Problem: Every line in the listing below that holds the word "Rijfstraat" should be returned.

Records:
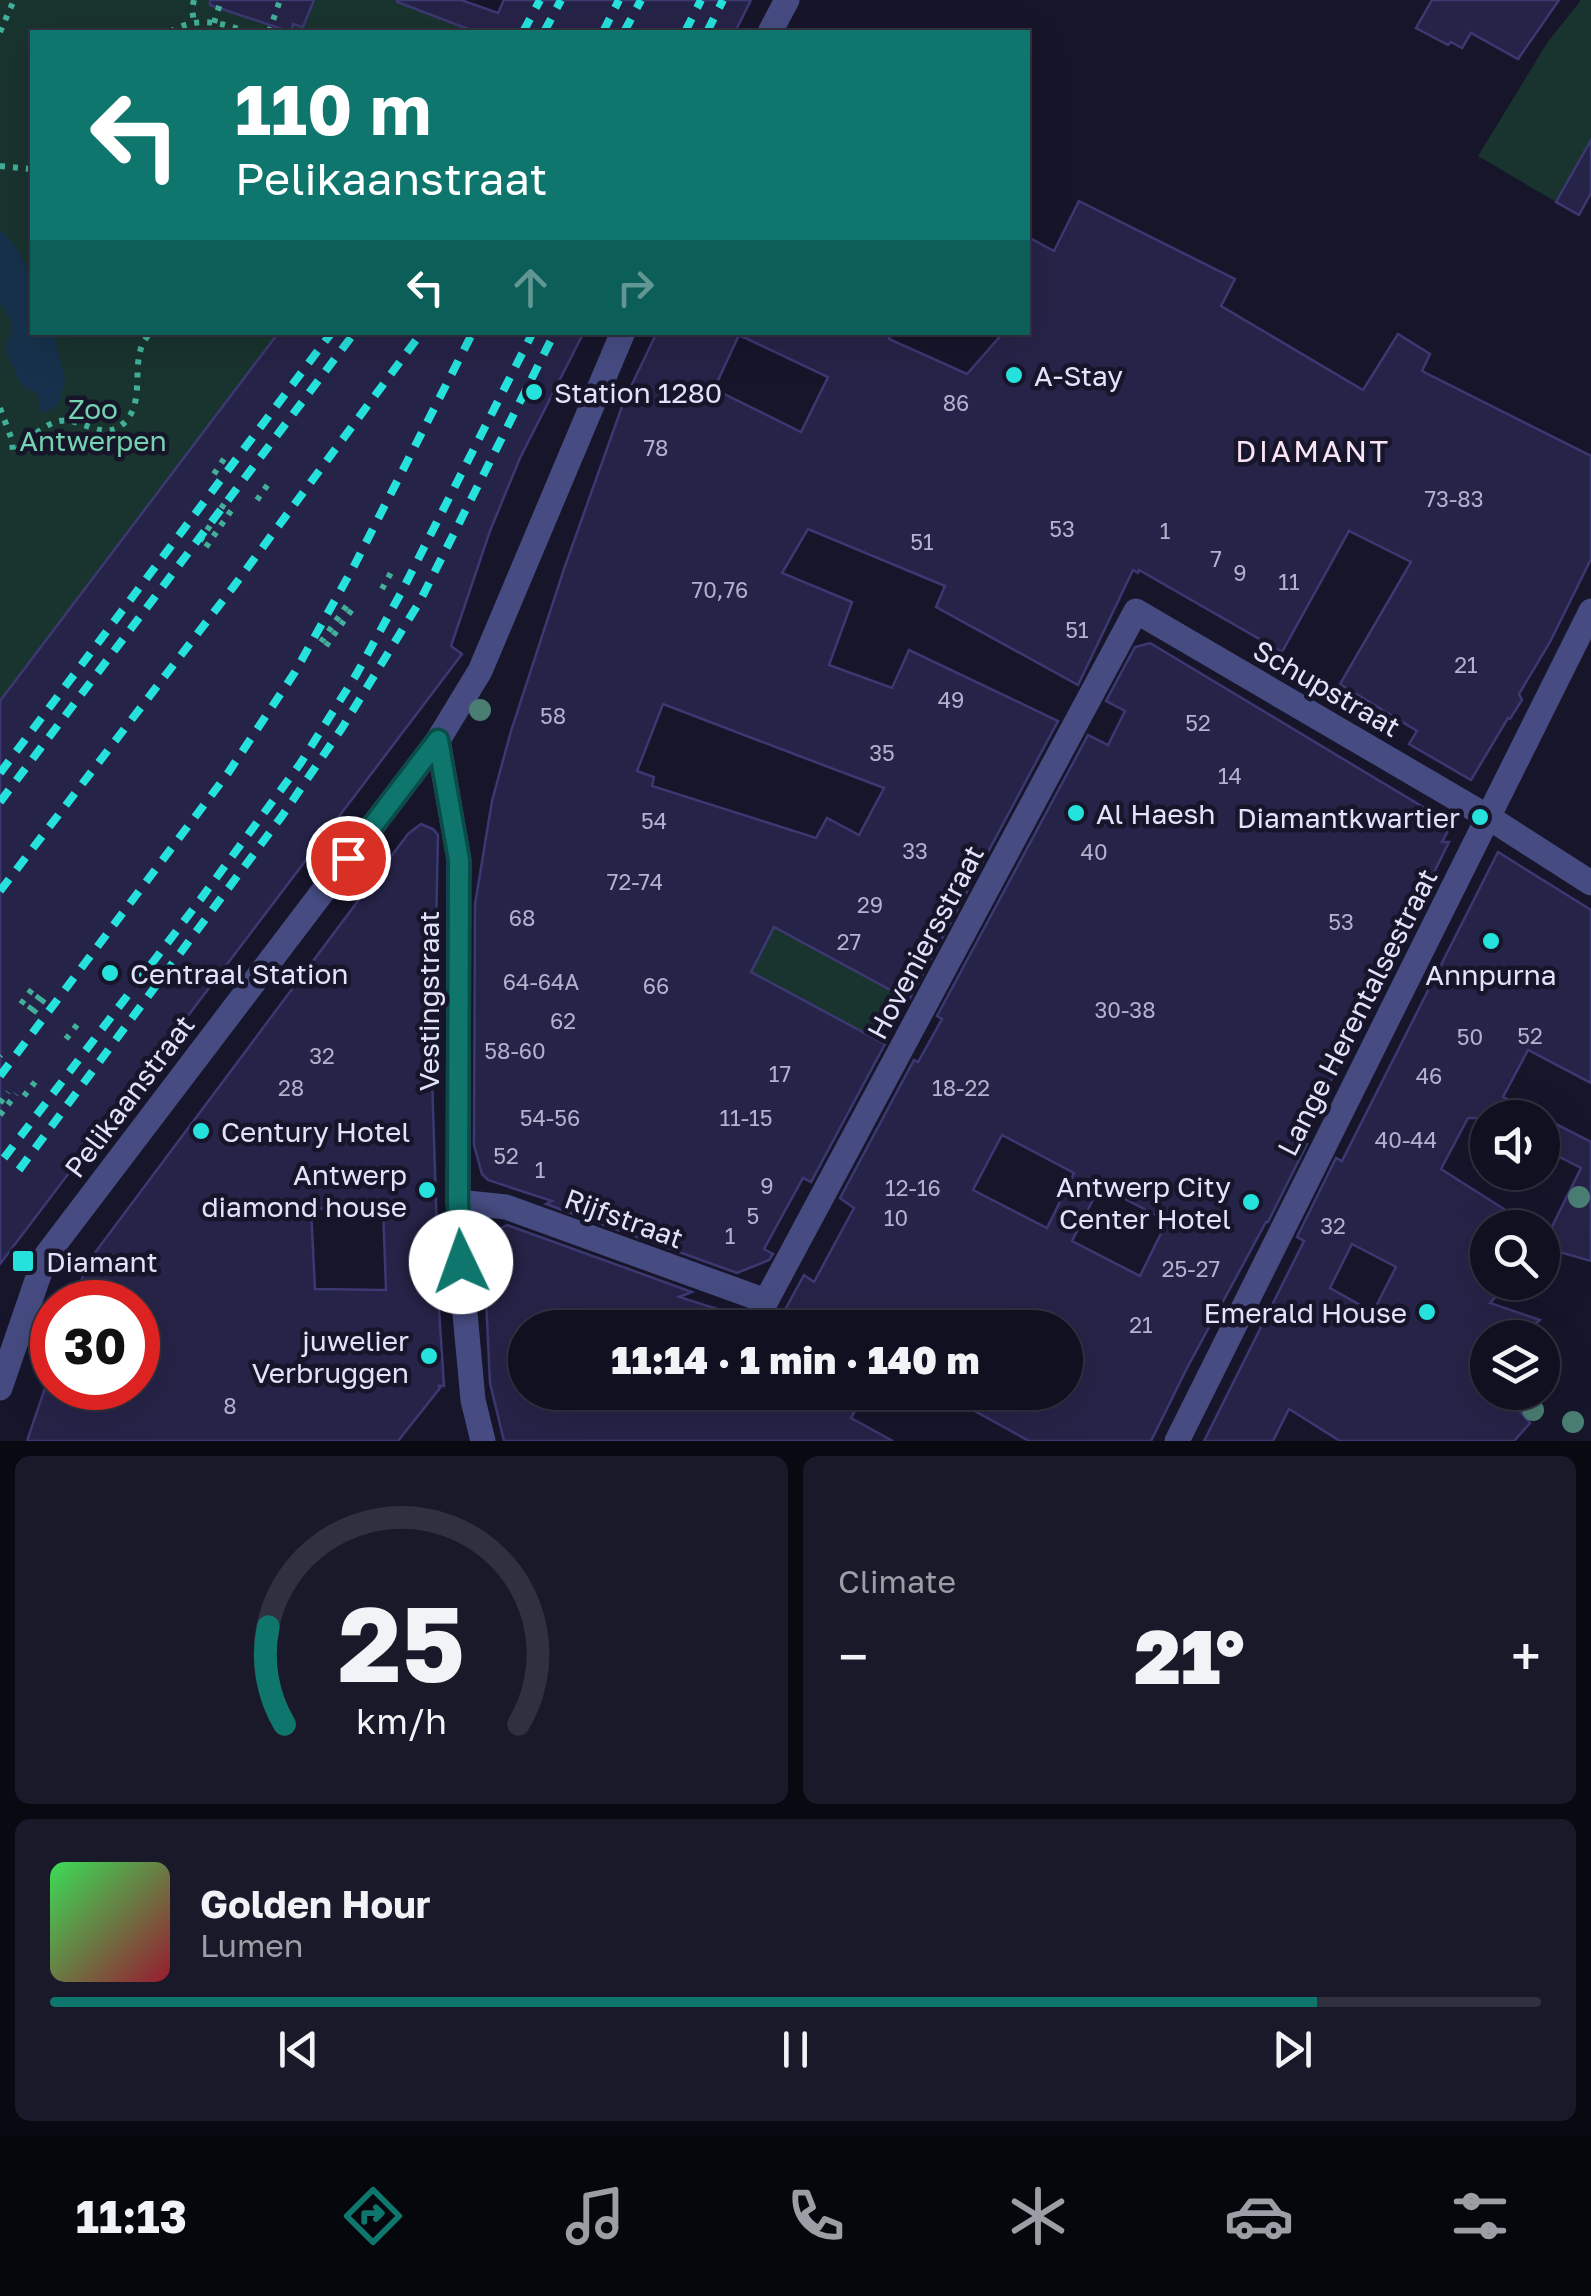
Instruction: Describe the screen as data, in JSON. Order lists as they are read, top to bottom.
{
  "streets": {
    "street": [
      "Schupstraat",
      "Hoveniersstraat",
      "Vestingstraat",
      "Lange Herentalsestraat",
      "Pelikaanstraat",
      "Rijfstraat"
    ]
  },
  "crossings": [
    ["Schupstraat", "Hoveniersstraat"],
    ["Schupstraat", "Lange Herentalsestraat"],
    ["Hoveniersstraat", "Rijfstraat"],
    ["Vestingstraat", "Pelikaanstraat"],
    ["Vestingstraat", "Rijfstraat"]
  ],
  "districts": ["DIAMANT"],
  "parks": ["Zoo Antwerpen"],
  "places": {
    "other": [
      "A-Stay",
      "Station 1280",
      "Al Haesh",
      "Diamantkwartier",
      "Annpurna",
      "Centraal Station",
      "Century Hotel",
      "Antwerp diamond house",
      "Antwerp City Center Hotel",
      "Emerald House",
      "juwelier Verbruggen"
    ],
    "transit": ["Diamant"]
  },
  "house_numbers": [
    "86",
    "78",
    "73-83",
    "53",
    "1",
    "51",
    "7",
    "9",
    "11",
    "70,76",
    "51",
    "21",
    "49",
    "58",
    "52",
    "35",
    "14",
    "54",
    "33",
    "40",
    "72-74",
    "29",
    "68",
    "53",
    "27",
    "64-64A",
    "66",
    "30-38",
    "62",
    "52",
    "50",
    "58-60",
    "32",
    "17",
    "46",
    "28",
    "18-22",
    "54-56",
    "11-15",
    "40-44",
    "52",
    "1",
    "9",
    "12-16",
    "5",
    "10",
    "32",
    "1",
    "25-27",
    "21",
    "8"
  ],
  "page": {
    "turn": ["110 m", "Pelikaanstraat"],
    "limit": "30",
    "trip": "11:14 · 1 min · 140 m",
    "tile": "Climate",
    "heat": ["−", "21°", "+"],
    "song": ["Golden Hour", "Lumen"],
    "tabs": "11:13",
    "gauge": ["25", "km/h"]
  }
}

Answer section:
      "Rijfstraat"
    ["Hoveniersstraat", "Rijfstraat"],
    ["Vestingstraat", "Rijfstraat"]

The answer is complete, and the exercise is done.